Ordered that the judgment is affirmed.
The issuance of a warrant to search the defendant’s business premises was proper. The police informant, who sold the stolen property in question to the defendant, was clearly reliable and had a sound basis for his knowledge (see, People v Johnson, 66 NY2d 398, 402; People v Griminger, 127 AD2d 74). Moreover, contrary to the defendant’s contention, the record reveals that the information he gave to the police was specific *516as to the location of the defendant’s business premises, and provided probable cause to search it.
While executing the search warrant the police seized the defendant’s ledger book, an item not specifically designated in the search warrant. However, the record makes clear that the defendant voluntarily consented to allow the police to look at the ledger book, and that the ledger book contained evidence of criminality (see, People v Horvath, 108 AD2d 926, 927). Therefore, the seizure of the ledger book was not improper.
The defendant’s objection to the failure to suppress his statements is based upon a challenge to the credibility of the People’s witness Detective Hughes. It is well settled that the determination of the hearing court, which had the advantage of having seen and heard the testimony, must be accorded great weight, and should not be lightly disturbed on appeal where its assessment of the credibility of the witnesses was not "clearly erroneous” (see, People v Lambert, 125 AD2d 495, 497; People v Smith, 118 AD2d 605, 606). Based on this record, it cannot be said that the hearing court improperly credited Detective Hughes’ testimony.
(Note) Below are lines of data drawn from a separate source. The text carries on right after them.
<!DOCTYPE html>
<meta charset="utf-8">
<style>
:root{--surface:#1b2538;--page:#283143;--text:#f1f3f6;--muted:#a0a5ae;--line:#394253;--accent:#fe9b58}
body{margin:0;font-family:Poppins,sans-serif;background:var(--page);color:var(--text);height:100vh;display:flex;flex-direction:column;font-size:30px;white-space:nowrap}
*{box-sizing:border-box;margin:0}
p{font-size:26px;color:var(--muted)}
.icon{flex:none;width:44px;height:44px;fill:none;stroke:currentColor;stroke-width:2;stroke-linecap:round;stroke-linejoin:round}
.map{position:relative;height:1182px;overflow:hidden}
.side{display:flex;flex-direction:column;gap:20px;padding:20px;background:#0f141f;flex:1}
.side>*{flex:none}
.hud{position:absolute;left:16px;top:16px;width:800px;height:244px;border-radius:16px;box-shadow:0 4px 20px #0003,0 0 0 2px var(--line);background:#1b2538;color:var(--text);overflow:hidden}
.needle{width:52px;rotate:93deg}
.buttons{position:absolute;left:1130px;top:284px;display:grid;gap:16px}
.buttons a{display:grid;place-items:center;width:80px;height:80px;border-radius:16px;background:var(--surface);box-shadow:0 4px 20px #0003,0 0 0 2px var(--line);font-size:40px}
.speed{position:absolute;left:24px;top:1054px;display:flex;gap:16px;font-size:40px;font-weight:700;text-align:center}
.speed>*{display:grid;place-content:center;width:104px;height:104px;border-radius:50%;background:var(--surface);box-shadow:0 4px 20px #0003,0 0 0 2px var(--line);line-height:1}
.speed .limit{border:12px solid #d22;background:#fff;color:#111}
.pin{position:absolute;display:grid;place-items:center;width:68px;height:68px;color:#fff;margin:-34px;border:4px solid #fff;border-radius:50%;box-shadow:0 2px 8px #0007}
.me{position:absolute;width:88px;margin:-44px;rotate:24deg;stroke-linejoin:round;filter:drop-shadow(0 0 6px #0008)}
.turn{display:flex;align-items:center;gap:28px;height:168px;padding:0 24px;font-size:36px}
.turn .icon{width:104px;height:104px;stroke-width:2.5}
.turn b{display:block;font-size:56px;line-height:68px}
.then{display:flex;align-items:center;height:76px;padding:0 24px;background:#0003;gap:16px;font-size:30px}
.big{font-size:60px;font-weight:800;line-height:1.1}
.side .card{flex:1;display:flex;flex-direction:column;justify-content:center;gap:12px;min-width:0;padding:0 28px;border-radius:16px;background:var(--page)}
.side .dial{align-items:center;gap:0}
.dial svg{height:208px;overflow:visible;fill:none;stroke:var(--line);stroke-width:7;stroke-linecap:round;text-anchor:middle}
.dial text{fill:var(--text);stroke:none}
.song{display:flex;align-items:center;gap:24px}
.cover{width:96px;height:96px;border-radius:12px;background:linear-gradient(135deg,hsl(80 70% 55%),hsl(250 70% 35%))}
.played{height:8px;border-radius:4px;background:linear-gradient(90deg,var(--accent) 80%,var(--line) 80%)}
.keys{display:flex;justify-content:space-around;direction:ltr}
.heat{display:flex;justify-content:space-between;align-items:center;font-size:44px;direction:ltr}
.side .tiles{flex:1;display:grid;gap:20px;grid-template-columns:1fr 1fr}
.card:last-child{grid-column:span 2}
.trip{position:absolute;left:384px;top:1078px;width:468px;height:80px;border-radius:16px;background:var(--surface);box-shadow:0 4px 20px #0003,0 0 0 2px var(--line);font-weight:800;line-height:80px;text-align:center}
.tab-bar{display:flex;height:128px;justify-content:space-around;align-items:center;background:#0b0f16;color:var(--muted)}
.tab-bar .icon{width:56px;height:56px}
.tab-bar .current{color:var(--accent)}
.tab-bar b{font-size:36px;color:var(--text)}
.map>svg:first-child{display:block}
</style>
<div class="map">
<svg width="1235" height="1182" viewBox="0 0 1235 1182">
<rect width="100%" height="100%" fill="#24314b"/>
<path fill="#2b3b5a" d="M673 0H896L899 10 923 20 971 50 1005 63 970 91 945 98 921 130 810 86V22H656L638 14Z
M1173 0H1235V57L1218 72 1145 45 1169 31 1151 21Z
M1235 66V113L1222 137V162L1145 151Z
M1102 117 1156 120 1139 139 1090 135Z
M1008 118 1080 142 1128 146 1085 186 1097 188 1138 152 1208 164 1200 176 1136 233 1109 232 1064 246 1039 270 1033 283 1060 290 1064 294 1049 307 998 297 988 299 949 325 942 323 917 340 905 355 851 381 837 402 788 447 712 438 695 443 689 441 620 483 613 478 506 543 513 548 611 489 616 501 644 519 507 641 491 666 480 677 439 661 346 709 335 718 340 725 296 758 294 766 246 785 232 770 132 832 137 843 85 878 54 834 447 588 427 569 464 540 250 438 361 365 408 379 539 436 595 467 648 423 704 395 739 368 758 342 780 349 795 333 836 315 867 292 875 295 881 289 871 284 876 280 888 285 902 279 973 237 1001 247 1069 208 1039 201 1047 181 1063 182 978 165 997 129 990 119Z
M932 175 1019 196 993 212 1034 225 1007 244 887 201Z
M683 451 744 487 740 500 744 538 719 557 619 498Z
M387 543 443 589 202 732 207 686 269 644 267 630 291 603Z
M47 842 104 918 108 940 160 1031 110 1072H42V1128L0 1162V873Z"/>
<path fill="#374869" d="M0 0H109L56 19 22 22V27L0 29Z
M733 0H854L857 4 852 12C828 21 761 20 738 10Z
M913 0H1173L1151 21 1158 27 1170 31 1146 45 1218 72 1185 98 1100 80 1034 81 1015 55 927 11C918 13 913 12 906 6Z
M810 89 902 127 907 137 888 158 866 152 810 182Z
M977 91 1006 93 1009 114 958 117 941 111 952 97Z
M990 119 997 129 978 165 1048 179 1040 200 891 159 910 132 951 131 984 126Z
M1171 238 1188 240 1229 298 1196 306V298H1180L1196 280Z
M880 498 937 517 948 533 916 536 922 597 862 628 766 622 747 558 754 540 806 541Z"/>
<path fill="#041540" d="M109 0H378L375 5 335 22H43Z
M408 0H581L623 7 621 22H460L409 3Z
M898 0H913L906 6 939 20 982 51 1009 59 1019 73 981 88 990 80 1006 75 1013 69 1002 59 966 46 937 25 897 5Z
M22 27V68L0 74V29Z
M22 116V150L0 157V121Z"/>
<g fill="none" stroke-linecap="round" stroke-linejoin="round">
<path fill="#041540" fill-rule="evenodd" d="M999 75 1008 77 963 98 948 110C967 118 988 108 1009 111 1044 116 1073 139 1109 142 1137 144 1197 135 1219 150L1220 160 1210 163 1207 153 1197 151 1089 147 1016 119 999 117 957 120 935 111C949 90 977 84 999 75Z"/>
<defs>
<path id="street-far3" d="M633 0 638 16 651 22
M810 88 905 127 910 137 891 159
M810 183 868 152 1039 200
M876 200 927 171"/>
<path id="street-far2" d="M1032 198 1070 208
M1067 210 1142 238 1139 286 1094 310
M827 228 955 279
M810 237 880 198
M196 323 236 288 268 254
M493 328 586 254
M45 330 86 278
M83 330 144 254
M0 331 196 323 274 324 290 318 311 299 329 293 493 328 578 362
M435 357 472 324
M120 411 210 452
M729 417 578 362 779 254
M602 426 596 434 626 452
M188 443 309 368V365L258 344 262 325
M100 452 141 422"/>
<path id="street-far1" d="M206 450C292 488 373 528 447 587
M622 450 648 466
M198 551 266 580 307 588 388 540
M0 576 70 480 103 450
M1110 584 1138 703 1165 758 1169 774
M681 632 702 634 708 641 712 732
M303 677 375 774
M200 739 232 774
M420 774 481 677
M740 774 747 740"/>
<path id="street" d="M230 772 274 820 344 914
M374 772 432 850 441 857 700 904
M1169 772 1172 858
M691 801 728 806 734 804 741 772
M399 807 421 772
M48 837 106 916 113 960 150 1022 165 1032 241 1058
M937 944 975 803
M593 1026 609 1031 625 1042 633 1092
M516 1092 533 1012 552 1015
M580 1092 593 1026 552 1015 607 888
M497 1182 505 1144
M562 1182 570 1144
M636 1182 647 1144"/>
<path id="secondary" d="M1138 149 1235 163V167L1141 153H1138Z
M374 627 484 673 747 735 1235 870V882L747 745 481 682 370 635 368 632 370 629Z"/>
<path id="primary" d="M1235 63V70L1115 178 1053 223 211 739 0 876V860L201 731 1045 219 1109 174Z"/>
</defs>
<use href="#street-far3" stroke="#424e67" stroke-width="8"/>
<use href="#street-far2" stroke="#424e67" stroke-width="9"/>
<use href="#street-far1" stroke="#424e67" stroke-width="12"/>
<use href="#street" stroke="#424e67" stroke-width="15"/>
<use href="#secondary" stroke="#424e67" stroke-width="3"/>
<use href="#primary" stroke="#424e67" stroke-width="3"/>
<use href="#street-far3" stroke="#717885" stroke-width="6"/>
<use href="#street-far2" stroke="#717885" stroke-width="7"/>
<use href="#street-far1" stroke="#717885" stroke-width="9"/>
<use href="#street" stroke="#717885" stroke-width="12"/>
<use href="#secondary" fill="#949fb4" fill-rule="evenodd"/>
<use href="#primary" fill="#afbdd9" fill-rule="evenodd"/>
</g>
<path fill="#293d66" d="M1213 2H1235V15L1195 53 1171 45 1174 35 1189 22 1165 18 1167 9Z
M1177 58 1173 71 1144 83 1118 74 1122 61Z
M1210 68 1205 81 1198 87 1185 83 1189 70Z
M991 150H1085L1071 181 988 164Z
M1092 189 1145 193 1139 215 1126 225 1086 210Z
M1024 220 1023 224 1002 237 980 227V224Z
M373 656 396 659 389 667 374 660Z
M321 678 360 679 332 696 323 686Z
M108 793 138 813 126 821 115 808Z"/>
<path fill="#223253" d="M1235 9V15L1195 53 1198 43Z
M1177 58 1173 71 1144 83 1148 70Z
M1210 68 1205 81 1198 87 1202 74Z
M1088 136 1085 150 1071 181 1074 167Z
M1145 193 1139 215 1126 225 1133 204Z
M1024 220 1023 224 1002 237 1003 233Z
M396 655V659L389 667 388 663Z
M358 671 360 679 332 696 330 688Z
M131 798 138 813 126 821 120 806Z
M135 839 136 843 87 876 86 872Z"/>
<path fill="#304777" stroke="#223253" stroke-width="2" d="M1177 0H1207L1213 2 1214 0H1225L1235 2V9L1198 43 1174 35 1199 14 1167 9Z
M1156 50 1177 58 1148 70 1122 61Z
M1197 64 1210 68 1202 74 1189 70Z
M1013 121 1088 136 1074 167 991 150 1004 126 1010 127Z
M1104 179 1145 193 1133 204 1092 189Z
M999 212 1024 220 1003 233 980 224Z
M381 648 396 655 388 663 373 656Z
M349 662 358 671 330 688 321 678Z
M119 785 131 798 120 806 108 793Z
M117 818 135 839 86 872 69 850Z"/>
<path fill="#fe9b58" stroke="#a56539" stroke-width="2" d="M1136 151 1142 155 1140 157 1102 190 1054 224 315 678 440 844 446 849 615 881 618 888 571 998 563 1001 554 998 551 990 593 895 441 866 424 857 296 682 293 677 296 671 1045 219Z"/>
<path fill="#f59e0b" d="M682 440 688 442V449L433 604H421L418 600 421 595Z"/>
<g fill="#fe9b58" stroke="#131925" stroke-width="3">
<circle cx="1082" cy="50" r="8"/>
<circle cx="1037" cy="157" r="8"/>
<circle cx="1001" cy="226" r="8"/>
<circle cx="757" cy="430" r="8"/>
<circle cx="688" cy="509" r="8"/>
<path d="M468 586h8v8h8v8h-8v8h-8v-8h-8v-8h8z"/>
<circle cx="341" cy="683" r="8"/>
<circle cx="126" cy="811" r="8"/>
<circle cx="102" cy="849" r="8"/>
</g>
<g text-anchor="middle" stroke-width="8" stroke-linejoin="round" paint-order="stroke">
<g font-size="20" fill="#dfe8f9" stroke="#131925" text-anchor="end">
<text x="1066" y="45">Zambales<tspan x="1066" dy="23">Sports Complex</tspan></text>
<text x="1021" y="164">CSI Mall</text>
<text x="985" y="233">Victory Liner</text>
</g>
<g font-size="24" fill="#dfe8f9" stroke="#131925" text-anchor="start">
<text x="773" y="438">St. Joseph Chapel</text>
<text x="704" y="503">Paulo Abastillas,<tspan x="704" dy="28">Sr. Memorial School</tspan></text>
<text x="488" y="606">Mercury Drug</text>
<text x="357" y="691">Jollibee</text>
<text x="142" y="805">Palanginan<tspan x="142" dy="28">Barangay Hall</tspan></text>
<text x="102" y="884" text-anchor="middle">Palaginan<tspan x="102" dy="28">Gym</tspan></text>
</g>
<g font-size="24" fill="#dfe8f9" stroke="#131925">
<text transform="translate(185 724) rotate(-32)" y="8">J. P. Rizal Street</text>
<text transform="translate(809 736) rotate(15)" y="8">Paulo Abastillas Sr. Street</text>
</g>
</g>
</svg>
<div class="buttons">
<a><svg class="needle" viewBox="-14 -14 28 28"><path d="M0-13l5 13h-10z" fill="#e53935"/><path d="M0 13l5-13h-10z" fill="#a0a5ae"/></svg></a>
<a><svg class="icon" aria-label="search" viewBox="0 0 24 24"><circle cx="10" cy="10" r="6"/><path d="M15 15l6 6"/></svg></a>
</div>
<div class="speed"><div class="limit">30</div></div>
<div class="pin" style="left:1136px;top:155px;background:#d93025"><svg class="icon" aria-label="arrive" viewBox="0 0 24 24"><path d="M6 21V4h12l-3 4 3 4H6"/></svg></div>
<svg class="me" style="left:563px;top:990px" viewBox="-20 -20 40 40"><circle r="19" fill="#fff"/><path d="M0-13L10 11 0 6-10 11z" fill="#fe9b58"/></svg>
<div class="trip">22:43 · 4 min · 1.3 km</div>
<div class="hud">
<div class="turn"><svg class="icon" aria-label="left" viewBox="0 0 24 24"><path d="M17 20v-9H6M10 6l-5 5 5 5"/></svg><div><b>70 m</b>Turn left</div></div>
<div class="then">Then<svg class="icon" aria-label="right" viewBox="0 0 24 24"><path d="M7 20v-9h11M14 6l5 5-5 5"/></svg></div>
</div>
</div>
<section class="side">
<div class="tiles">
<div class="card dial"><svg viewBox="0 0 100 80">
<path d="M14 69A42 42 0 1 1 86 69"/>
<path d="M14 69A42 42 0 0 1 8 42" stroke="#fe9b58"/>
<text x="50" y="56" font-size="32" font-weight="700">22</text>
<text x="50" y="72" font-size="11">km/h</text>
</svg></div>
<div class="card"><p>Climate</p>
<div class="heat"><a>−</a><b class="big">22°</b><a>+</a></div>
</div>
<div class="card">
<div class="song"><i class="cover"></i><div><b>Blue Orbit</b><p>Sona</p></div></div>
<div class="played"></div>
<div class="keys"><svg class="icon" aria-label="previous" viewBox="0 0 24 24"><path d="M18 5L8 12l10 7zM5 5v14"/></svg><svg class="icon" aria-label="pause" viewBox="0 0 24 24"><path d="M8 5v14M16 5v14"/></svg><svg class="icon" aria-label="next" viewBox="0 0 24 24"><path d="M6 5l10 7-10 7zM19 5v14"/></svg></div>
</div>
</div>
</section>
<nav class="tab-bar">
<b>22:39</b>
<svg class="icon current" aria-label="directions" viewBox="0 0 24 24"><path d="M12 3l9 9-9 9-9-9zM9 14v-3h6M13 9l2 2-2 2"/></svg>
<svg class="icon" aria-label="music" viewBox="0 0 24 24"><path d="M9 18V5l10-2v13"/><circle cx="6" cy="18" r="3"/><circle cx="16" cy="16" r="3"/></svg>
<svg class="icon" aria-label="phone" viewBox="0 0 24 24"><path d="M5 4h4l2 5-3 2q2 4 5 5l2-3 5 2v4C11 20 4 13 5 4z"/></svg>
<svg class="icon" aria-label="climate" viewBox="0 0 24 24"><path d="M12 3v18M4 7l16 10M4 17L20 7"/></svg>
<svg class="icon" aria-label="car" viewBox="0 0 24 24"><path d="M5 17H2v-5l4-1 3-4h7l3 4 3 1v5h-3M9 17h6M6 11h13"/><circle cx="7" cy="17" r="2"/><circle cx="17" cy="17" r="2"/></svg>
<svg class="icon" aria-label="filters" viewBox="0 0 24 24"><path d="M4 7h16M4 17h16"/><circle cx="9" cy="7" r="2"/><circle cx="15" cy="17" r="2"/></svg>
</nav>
Further, there was sufficient evidence to support the defendant’s conviction of criminal possession of stolen property. There is a statutory rebuttable presumption that a "collateral loan broker or a person in the business of buying, selling or otherwise dealing in property who possesses stolen property * * * know[s] that such property was stolen if he obtained it without having ascertained by reasonable inquiry that the person from whom he obtained it had a legal right to possess it” (Penal Law § 165.55 [2]). In this case, there was evidence that the defendant was a collateral loan broker and was in the business of buying and selling jewelry and that he failed to take any steps to reasonably ascertain that the person from whom he obtained the stolen jewelry in question had legal title to it. Accordingly, the statutory presumption that the defendant had knowledge of the stolen character of the goods in question was raised, and it was not rebutted (see, People v Bauer, 113 AD2d 543, 544, lv denied 67 NY2d 648, 880).
The defendant’s claims of prosecutorial misconduct are almost entirely unpreserved for appellate review (see, People v Dordal, 55 NY2d 954, 956, rearg dismissed 61 NY2d 759; People v George, 108 AD2d 870). In any event, the prosecutor’s remarks were either fair comment on the evidence or a fair response to the defense summation (see, People v Seldon, 128 AD2d 742; People v Dash, 126 AD2d 737). Moreover, the *517defendant was not substantially prejudiced by any of the prosecutor’s statements (see, People v Galloway, 54 NY2d 396, 401; People v Roopchand, 107 AD2d 35, 36, affd 65 NY2d 837).
Finally, the defendant was properly adjudicated a second felony offender based upon his 1975 conviction for criminal possession of a controlled substance in the sixth degree (see, People v Pacheco, 73 AD2d 370, affd 53 NY2d 663). Bracken, J. P., Fiber, Spatt and Rubin, JJ., concur.